---------- SOURCE MATERIAL ----------

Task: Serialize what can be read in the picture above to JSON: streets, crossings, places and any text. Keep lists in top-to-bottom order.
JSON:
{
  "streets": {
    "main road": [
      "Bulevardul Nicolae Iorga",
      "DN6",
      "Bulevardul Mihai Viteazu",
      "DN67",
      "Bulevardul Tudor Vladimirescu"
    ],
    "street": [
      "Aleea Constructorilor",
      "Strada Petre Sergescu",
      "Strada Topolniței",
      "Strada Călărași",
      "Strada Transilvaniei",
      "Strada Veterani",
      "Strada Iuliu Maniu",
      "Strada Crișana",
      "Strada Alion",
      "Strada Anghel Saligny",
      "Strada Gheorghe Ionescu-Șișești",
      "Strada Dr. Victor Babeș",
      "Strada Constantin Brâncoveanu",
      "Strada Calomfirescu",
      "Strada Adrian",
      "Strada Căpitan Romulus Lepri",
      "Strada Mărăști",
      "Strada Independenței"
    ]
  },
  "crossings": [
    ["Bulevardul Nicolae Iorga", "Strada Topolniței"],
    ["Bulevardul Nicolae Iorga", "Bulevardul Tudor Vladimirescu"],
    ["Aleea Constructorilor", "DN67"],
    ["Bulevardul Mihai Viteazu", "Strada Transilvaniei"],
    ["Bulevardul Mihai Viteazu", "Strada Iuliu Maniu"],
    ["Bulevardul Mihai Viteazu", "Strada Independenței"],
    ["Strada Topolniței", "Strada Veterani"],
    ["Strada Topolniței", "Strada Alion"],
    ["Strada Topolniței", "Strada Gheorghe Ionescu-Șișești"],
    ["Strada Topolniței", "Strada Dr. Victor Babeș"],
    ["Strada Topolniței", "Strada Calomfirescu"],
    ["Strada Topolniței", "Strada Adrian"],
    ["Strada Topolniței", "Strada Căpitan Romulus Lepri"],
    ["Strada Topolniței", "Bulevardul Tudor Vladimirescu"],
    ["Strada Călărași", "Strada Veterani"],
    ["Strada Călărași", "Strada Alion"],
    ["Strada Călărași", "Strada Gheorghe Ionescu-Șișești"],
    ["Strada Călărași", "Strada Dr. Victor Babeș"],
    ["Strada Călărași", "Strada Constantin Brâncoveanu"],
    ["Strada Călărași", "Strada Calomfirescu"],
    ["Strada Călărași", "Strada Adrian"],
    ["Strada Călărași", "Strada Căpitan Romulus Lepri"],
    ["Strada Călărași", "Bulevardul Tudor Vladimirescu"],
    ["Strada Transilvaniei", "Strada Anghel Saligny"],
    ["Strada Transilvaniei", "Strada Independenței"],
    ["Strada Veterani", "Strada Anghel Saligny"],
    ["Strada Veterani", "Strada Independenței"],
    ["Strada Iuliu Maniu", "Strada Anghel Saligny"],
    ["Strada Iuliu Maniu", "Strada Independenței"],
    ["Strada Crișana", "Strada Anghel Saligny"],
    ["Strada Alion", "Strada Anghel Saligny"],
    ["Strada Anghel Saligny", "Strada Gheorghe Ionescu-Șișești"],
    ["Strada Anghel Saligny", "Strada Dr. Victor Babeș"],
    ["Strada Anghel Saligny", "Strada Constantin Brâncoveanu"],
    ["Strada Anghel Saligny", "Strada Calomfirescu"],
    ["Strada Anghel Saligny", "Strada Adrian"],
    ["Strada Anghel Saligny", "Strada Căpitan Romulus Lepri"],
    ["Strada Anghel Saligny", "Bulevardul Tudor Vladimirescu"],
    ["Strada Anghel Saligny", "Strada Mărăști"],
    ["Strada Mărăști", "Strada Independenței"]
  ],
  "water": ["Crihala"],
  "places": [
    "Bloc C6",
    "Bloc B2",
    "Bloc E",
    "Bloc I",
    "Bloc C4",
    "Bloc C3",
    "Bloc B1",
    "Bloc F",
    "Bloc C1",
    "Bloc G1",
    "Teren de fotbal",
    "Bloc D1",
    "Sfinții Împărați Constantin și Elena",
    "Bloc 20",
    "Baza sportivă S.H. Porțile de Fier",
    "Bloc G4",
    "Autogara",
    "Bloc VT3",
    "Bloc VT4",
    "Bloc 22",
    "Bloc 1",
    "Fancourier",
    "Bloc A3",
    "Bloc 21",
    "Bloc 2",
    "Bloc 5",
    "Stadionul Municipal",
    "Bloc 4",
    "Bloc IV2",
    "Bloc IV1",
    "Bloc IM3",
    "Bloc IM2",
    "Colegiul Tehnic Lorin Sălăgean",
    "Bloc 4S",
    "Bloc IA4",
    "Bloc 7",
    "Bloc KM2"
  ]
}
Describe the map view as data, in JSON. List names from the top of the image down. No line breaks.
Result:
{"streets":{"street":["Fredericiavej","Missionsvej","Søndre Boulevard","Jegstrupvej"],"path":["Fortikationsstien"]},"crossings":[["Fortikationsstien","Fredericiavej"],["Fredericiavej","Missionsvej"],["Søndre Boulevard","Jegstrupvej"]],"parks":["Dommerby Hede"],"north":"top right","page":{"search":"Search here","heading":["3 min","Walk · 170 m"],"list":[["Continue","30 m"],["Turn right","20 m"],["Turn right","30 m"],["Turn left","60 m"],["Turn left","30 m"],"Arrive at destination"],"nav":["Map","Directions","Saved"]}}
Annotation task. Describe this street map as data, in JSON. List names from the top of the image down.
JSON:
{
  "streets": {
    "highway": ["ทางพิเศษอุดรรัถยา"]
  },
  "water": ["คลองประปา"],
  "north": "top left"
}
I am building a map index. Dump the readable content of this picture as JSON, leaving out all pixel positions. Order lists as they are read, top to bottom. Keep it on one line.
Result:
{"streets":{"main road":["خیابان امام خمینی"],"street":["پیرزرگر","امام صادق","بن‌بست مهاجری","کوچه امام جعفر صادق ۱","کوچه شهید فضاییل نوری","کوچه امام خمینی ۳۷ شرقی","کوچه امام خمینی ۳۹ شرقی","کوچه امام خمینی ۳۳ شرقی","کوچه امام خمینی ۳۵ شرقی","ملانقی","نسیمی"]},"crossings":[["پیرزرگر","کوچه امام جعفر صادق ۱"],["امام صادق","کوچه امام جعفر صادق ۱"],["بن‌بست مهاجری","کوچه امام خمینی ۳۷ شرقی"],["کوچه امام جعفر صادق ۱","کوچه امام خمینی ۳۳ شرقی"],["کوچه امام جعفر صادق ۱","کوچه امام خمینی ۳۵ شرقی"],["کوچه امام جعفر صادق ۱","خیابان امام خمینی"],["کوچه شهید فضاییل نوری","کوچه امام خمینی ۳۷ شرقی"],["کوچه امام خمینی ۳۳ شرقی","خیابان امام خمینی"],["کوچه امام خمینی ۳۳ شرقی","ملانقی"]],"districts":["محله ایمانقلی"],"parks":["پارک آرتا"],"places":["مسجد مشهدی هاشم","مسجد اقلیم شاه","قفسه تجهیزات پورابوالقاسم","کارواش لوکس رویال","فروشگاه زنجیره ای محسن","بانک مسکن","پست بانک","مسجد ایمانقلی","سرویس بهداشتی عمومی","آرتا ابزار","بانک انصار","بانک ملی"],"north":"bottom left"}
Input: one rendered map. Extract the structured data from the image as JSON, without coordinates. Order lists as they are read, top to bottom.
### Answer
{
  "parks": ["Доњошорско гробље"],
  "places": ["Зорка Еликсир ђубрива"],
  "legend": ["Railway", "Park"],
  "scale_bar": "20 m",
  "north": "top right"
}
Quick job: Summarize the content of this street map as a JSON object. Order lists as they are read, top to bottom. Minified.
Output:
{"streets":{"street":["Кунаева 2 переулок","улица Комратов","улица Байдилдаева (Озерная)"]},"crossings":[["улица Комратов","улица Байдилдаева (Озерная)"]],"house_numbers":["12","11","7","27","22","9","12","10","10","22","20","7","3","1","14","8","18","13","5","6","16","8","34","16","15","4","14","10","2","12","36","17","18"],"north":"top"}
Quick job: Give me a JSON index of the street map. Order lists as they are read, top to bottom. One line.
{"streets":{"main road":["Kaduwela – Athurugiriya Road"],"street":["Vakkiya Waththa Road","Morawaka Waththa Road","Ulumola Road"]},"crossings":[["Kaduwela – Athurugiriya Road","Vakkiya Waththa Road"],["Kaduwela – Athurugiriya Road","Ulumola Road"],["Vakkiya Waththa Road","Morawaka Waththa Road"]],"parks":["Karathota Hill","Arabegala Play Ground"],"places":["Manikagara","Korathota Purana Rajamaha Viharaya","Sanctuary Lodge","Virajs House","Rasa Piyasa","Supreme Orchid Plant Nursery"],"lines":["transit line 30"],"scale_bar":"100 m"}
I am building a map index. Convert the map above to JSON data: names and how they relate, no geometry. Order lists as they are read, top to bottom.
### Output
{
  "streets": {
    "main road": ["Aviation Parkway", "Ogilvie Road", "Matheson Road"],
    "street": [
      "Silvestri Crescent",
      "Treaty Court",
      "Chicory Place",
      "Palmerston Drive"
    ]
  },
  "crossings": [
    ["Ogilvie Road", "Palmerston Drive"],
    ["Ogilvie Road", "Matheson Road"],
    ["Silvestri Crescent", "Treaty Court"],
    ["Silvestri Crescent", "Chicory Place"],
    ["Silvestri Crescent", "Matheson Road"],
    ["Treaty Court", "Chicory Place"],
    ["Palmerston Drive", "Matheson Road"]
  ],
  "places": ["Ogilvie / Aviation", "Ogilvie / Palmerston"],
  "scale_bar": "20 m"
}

----------

**WORK TO COMPLETE:**
Repeat word for word the lines running from the line containing "Quick job: Summarize" to the end of the entries above, inclusive.

**SOLUTION TO THE PROBLEM:**
Quick job: Summarize the content of this street map as a JSON object. Order lists as they are read, top to bottom. Minified.
Output:
{"streets":{"street":["Кунаева 2 переулок","улица Комратов","улица Байдилдаева (Озерная)"]},"crossings":[["улица Комратов","улица Байдилдаева (Озерная)"]],"house_numbers":["12","11","7","27","22","9","12","10","10","22","20","7","3","1","14","8","18","13","5","6","16","8","34","16","15","4","14","10","2","12","36","17","18"],"north":"top"}
Quick job: Give me a JSON index of the street map. Order lists as they are read, top to bottom. One line.
{"streets":{"main road":["Kaduwela – Athurugiriya Road"],"street":["Vakkiya Waththa Road","Morawaka Waththa Road","Ulumola Road"]},"crossings":[["Kaduwela – Athurugiriya Road","Vakkiya Waththa Road"],["Kaduwela – Athurugiriya Road","Ulumola Road"],["Vakkiya Waththa Road","Morawaka Waththa Road"]],"parks":["Karathota Hill","Arabegala Play Ground"],"places":["Manikagara","Korathota Purana Rajamaha Viharaya","Sanctuary Lodge","Virajs House","Rasa Piyasa","Supreme Orchid Plant Nursery"],"lines":["transit line 30"],"scale_bar":"100 m"}
I am building a map index. Convert the map above to JSON data: names and how they relate, no geometry. Order lists as they are read, top to bottom.
### Output
{
  "streets": {
    "main road": ["Aviation Parkway", "Ogilvie Road", "Matheson Road"],
    "street": [
      "Silvestri Crescent",
      "Treaty Court",
      "Chicory Place",
      "Palmerston Drive"
    ]
  },
  "crossings": [
    ["Ogilvie Road", "Palmerston Drive"],
    ["Ogilvie Road", "Matheson Road"],
    ["Silvestri Crescent", "Treaty Court"],
    ["Silvestri Crescent", "Chicory Place"],
    ["Silvestri Crescent", "Matheson Road"],
    ["Treaty Court", "Chicory Place"],
    ["Palmerston Drive", "Matheson Road"]
  ],
  "places": ["Ogilvie / Aviation", "Ogilvie / Palmerston"],
  "scale_bar": "20 m"
}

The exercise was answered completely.